Someone on BS had a sig line that said "ATF should be a convenience store, not a government agency" that gave me many a chuckle.


----------



## Joel (Mar 3, 2005)

Romahawk, I completely disagree. Don't let a dream get shot down by a little government red tape. Our Fingerlakes region is packed with wineries being run by people no smarter than you and only slightly smarter than me.

Keep in mind the Government works for you, these guys are human and in most cases if you have the right attitude things will go suprisingly easy for you.

Grab for the brass ring, make great mead and sell a ton of it. When you get your license, and set up going pop on my web site, E-mail me and I'll fill you in on how to sell every bottle you can make if it's good stuff!


----------



## livetrappingbymatt (Jan 13, 2006)

*mead*

talk to george martin. he lives in oswego area but has a wine store on the wine trail in waterloo,ny.
makes a mead that my wife likes also a rassberry melomin,hope i spelled that right?
bob


----------



## nursebee (Sep 29, 2003)

NPR quote 5/14: We figured out how to make a small fortune with a winery. Start with a large fortune.

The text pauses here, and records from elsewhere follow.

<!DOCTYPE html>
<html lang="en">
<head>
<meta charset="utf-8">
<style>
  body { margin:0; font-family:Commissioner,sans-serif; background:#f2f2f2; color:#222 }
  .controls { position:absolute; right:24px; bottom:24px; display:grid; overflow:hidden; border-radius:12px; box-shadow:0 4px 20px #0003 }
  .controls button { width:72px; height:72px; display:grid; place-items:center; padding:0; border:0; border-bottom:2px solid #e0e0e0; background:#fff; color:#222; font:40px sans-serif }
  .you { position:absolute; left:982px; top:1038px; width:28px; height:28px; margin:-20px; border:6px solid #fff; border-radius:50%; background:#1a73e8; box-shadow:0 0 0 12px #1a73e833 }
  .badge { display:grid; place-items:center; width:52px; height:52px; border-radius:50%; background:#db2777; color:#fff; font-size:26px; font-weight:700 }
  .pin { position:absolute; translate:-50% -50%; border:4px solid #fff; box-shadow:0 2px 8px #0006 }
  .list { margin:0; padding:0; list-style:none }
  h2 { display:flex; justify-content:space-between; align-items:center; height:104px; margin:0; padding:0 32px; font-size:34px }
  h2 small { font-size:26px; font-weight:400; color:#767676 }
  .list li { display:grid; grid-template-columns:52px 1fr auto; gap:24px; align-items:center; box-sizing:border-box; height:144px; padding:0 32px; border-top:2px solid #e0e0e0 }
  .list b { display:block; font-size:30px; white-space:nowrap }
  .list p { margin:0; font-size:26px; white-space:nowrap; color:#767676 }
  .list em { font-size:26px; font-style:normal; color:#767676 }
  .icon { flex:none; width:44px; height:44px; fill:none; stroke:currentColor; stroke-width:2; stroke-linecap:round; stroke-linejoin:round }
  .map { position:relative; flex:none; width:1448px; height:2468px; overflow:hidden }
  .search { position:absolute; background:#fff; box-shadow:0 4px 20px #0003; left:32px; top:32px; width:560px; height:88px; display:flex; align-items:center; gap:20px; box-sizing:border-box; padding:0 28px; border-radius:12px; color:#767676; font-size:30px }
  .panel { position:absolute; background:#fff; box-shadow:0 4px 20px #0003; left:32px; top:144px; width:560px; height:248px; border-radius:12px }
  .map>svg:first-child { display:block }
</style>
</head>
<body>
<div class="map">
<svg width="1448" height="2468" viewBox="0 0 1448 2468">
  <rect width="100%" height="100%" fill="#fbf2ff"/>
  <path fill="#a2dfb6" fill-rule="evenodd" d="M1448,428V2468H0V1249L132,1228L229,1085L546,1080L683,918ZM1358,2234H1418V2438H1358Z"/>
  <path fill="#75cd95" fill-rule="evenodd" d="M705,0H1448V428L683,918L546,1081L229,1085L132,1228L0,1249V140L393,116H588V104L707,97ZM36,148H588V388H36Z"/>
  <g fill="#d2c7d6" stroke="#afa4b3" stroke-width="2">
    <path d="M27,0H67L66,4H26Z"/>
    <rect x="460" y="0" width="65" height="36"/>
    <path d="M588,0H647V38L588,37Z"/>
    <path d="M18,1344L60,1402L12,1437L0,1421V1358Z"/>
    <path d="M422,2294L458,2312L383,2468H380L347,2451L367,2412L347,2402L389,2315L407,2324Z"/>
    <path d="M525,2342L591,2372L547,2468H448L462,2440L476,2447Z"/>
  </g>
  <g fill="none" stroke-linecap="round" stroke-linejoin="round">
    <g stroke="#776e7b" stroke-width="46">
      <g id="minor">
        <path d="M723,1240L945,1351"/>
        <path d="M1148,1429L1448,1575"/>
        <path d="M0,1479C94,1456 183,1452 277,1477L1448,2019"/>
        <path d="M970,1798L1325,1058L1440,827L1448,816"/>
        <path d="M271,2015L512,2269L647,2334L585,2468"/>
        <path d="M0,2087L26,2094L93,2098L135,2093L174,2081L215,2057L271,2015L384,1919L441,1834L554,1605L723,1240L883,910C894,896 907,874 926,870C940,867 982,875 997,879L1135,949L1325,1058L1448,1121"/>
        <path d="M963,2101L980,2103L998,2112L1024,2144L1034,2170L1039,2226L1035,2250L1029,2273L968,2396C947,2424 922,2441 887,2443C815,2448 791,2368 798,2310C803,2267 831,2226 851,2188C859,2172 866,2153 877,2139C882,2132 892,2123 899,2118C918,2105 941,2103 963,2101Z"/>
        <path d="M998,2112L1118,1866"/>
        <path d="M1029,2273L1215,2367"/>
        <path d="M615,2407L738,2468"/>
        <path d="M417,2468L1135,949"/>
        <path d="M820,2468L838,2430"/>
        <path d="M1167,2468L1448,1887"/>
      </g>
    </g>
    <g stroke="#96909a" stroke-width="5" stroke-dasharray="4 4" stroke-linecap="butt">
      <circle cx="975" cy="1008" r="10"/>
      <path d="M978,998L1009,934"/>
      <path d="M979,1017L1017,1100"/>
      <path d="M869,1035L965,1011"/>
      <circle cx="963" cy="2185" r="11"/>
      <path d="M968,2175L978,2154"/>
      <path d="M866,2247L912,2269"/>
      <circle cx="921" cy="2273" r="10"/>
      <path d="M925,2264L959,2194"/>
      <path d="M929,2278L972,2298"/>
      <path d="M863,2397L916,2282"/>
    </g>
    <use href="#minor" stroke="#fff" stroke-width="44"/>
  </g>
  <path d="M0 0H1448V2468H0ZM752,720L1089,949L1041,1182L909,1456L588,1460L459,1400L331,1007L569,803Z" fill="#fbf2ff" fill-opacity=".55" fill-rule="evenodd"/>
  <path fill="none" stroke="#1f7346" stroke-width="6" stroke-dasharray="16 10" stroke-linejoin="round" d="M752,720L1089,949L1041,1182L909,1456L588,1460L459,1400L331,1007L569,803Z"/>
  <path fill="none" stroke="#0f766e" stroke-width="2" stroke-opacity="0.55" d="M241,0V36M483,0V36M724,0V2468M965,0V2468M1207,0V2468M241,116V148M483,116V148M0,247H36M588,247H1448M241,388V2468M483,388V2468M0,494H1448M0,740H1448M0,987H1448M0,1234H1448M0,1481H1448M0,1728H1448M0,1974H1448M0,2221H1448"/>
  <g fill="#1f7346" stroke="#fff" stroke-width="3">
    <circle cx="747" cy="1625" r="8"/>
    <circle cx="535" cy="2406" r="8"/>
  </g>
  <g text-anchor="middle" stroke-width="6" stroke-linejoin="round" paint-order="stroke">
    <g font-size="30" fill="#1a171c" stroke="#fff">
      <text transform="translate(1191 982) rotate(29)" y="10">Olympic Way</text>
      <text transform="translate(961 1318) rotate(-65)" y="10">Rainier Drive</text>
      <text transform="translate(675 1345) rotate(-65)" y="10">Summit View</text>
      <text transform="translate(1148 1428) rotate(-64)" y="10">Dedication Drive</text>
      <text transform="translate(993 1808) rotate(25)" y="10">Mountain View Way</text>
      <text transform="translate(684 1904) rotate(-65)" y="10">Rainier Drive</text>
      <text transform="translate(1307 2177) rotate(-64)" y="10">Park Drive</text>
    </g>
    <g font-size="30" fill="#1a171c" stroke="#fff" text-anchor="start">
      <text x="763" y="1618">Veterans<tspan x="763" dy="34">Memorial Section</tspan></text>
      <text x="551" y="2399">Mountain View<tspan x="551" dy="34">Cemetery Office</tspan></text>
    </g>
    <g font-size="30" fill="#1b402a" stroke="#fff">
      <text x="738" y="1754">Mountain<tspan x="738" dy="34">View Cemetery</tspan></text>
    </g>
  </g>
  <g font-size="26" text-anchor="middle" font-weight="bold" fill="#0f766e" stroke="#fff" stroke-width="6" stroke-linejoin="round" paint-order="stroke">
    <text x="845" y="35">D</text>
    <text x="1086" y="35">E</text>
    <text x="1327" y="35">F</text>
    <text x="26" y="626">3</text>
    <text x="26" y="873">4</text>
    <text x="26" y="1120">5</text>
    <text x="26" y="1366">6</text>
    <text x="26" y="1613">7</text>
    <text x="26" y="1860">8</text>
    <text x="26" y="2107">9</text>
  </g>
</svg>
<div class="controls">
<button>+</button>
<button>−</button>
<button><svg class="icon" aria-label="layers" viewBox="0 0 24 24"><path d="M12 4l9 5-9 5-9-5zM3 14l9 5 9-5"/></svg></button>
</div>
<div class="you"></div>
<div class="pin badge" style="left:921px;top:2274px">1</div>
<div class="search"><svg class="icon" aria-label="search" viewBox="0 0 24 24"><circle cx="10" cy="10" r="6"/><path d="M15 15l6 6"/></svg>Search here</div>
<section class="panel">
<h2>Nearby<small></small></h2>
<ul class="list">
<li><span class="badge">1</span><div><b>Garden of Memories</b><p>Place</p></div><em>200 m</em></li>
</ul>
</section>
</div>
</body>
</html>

I'd consider first having an established fermentation business contract the work to start. It would eliminate the hastle of all the licenses and equipment. You'd then only need a cheapo license to distribute/sell. I've considered the same. The biggest issue a new product like this could face is NOT ENOUGH 
PRODUCT

Try this http://www.nysaes.cornell.edu/fst/faculty/henick/harvestpdfs/Winery_Licensing18SEP04.pdf

You'd also have to satisfy the federalis


----------



## JohnBeeMan (Feb 24, 2004)

>>>Keep in mind the Government works for you
And what planet are you from?

My son keeps talking about the idea of doing mead sales verous honey sales. But I keep drinking all the produce.


----------